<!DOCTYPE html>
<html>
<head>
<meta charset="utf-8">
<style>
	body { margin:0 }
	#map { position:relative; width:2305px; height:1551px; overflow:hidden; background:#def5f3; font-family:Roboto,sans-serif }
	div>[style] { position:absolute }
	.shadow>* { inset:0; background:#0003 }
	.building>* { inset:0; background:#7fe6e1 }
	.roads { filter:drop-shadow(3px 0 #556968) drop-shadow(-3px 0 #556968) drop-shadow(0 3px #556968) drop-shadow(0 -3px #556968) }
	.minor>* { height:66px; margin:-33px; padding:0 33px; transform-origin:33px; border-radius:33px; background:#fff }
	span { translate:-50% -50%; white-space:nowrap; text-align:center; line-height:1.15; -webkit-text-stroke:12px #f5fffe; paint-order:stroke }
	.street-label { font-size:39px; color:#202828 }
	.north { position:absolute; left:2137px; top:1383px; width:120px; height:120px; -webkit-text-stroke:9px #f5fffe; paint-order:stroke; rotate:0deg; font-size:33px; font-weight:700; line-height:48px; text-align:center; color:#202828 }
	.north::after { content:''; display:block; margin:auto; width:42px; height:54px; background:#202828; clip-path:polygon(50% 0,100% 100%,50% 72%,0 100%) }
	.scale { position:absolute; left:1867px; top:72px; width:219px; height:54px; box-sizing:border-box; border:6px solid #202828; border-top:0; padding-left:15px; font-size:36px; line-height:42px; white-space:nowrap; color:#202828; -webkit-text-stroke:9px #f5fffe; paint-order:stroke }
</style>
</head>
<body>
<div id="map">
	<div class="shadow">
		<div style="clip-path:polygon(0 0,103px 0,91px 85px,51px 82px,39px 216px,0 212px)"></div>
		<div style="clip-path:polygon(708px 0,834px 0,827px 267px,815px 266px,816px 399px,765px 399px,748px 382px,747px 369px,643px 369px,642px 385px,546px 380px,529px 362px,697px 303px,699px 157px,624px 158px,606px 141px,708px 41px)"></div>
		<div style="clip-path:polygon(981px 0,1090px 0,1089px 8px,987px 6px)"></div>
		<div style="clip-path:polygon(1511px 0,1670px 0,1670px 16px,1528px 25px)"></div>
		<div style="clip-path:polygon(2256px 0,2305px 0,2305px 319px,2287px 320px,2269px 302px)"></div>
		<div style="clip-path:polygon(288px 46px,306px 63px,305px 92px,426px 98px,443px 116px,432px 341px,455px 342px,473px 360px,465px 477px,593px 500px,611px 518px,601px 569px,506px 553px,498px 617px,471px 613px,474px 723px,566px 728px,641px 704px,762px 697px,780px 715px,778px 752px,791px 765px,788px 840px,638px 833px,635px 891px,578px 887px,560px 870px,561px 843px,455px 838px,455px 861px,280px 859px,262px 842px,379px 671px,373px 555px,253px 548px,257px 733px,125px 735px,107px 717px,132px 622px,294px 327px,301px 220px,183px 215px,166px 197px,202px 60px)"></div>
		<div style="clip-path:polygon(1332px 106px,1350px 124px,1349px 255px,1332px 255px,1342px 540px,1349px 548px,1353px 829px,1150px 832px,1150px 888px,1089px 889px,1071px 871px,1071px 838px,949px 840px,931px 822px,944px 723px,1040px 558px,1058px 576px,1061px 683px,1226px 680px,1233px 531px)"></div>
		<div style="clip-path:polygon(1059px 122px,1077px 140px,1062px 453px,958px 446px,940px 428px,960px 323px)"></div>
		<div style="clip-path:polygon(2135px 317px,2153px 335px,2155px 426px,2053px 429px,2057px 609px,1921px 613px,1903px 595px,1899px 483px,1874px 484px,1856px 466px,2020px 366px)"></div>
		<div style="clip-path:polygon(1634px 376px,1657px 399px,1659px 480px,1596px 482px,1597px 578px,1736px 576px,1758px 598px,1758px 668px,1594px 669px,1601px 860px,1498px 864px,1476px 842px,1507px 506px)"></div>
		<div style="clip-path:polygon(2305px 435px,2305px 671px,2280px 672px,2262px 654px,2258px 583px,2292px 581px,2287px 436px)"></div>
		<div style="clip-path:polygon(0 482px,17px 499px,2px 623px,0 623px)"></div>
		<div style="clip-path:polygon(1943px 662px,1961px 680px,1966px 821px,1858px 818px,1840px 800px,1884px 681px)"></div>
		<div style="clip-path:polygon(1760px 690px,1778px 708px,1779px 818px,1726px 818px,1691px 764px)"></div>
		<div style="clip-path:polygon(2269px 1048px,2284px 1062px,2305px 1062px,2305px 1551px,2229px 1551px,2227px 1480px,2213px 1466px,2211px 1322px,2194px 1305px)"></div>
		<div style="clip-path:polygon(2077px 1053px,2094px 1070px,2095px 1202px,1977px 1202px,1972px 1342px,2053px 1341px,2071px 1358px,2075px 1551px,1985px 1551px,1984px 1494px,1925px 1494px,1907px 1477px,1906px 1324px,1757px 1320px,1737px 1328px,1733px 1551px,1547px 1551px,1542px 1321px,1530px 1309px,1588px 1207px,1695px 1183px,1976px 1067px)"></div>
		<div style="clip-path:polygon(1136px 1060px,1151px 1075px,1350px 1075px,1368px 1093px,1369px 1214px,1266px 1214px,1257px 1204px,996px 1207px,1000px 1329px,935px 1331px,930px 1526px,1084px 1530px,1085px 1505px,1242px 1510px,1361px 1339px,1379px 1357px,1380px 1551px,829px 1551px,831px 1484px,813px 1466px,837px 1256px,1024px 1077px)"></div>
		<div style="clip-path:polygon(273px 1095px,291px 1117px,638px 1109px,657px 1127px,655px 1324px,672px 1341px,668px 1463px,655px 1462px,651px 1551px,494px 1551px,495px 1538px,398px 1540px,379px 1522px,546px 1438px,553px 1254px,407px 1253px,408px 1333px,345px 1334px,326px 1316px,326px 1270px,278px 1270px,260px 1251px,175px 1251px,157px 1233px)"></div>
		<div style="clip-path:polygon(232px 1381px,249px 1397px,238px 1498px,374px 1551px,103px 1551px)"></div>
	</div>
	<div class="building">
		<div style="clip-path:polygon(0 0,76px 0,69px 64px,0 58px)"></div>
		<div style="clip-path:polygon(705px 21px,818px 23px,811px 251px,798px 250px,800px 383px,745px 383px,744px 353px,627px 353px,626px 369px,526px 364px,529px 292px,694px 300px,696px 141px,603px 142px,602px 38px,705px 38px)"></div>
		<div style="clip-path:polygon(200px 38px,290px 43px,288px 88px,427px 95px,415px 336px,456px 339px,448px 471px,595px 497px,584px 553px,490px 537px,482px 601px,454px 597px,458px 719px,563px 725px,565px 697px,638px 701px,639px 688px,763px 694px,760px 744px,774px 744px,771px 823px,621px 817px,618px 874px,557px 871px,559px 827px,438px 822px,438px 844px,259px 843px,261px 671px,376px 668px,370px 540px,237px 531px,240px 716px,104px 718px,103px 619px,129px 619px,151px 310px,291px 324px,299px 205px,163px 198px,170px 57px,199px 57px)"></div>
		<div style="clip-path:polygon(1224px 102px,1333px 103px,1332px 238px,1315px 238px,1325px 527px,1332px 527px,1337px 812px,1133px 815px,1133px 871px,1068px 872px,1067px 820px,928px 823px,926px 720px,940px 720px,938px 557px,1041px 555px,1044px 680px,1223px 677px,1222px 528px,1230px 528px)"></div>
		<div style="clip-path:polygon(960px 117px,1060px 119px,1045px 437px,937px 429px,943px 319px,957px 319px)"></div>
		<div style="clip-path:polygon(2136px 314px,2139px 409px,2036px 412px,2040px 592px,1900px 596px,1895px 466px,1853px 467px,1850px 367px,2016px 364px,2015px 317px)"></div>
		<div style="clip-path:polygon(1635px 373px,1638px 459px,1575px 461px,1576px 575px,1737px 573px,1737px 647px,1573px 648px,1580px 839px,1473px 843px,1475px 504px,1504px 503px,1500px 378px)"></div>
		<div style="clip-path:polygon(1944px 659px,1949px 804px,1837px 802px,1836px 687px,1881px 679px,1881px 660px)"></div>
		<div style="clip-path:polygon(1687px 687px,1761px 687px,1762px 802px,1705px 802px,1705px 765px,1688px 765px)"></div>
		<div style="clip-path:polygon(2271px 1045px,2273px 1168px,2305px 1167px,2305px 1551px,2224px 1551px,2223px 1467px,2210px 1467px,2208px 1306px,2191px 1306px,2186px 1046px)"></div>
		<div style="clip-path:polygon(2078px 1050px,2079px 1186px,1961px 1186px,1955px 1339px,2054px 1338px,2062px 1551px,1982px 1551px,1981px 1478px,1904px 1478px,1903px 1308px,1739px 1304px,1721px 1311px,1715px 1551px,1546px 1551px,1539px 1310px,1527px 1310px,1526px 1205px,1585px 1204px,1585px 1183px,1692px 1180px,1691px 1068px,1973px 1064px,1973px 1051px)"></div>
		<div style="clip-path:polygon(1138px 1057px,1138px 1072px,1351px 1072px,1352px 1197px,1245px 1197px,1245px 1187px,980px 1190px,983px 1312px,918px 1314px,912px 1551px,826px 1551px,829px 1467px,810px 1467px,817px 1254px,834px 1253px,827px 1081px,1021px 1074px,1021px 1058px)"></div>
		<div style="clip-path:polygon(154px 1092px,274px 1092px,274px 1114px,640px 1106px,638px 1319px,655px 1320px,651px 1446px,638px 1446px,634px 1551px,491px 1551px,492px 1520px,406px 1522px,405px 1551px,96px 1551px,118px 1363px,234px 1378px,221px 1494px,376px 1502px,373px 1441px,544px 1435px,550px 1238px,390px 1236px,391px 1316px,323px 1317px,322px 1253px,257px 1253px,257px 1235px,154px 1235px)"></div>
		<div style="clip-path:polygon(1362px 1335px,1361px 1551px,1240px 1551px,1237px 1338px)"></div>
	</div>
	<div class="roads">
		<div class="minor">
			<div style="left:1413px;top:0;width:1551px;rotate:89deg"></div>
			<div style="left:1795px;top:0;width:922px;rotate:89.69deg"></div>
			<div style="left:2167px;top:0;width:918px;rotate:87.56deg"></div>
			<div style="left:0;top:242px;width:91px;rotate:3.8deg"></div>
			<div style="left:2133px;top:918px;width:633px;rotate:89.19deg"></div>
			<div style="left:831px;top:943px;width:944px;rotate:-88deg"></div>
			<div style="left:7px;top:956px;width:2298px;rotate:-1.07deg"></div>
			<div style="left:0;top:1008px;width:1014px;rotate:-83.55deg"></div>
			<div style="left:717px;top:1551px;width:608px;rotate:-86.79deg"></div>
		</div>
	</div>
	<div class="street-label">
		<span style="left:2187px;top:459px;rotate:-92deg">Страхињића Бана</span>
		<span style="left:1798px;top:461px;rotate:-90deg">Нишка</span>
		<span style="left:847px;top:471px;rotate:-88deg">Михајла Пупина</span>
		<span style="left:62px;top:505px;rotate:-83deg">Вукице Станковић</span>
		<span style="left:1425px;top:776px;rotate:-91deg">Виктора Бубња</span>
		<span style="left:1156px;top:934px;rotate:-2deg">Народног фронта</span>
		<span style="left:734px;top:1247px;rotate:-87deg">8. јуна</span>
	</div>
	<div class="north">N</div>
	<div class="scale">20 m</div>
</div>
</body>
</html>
|---|
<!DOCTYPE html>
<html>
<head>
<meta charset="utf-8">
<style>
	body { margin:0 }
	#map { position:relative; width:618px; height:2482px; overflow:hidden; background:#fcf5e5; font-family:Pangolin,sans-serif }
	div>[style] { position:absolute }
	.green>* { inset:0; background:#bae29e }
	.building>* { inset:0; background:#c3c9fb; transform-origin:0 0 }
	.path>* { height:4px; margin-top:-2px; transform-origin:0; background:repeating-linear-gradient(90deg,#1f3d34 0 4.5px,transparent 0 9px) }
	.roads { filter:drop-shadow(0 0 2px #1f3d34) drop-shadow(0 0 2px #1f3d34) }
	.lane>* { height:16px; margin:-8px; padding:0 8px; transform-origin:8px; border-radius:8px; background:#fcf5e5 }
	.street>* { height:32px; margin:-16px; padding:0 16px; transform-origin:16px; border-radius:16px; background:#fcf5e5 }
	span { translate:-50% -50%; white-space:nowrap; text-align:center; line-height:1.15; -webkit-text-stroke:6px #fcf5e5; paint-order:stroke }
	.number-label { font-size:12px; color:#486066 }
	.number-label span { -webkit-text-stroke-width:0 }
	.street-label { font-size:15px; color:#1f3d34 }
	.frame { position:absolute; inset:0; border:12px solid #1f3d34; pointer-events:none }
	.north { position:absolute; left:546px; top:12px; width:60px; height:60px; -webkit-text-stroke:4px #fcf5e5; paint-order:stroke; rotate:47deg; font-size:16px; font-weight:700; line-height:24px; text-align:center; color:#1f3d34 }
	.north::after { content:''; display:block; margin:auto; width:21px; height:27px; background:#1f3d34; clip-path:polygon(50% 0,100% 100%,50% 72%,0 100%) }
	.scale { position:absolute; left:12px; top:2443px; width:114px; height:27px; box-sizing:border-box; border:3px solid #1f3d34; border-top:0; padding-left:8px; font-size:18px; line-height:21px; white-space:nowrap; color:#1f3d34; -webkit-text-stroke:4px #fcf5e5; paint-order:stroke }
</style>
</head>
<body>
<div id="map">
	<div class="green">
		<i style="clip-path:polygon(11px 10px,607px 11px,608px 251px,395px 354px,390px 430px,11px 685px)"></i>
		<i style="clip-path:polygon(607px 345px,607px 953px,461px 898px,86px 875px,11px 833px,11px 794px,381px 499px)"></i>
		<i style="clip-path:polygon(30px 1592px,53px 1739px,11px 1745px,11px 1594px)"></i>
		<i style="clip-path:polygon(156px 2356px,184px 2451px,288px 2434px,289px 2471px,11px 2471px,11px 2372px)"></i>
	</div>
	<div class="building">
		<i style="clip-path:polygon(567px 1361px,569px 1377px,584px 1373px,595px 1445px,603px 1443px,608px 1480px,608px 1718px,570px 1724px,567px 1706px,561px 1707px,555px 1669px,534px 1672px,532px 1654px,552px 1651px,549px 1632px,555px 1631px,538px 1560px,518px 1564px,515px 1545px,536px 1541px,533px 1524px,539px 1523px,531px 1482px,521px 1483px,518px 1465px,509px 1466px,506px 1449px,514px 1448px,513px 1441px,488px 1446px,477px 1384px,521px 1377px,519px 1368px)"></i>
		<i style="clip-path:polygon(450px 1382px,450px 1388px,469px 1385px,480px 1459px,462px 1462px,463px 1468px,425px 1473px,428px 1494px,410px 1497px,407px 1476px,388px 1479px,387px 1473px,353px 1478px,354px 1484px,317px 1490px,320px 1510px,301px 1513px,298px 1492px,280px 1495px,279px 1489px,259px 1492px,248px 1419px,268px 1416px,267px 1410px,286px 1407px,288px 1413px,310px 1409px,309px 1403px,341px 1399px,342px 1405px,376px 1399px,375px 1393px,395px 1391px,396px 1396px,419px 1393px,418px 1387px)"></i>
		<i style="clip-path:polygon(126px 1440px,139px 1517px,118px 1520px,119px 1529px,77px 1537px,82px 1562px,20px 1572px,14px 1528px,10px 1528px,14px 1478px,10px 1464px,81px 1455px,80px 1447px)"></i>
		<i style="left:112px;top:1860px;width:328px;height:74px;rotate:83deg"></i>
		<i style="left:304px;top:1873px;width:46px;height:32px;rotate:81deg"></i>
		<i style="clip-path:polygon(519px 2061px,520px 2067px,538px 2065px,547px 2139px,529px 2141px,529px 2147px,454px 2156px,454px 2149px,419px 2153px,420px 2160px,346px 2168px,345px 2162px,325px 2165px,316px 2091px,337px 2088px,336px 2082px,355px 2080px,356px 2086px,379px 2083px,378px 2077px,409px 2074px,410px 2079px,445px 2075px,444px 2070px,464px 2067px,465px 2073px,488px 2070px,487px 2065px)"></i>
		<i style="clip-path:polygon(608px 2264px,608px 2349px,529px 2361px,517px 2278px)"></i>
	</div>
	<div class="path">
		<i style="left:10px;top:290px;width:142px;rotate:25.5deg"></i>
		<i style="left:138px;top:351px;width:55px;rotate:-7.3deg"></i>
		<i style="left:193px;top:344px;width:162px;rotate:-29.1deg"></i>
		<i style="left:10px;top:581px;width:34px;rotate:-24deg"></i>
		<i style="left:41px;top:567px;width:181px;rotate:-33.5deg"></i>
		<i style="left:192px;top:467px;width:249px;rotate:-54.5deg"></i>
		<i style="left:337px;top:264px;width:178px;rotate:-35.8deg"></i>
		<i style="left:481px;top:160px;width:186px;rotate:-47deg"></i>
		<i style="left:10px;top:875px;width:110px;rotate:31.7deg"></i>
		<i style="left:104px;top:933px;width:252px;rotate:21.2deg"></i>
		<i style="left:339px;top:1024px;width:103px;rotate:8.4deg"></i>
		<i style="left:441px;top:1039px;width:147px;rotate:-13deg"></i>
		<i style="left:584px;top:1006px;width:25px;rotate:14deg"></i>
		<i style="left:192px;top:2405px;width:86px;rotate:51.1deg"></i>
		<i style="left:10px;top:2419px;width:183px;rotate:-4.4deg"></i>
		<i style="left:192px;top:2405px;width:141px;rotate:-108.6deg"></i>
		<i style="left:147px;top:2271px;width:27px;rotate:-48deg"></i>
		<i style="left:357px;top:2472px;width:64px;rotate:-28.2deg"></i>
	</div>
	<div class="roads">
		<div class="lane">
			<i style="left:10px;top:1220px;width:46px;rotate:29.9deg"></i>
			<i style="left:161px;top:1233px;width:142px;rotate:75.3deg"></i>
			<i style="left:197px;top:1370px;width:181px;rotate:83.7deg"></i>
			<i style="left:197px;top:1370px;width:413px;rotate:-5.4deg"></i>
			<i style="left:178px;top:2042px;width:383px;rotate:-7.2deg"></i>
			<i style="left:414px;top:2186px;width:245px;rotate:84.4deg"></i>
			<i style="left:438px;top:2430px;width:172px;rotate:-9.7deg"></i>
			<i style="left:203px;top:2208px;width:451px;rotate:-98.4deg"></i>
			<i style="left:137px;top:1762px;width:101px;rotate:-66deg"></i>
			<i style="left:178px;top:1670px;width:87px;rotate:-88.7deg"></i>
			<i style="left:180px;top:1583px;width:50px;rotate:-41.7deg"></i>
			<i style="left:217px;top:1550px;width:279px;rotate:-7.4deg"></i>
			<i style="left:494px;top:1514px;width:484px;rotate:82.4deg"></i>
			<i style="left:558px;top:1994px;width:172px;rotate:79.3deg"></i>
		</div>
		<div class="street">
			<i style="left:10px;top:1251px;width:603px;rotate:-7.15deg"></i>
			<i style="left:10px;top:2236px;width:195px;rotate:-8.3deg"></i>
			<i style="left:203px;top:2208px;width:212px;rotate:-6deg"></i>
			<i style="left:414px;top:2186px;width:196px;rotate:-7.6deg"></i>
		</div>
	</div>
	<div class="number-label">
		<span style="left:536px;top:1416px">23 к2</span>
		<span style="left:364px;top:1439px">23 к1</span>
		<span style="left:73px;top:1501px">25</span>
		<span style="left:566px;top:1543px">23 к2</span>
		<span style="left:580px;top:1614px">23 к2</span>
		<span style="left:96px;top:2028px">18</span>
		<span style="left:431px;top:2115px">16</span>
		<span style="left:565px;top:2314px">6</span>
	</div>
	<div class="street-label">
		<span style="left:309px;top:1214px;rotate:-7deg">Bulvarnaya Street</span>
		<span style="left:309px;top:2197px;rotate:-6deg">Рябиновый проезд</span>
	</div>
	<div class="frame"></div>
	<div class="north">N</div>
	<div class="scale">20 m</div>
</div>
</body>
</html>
|---|
• **The task**
Find all lines holding the word "hidden" in the records above and copy them.

• **Response**
	#map { position:relative; width:2305px; height:1551px; overflow:hidden; background:#def5f3; font-family:Roboto,sans-serif }
	#map { position:relative; width:618px; height:2482px; overflow:hidden; background:#fcf5e5; font-family:Pangolin,sans-serif }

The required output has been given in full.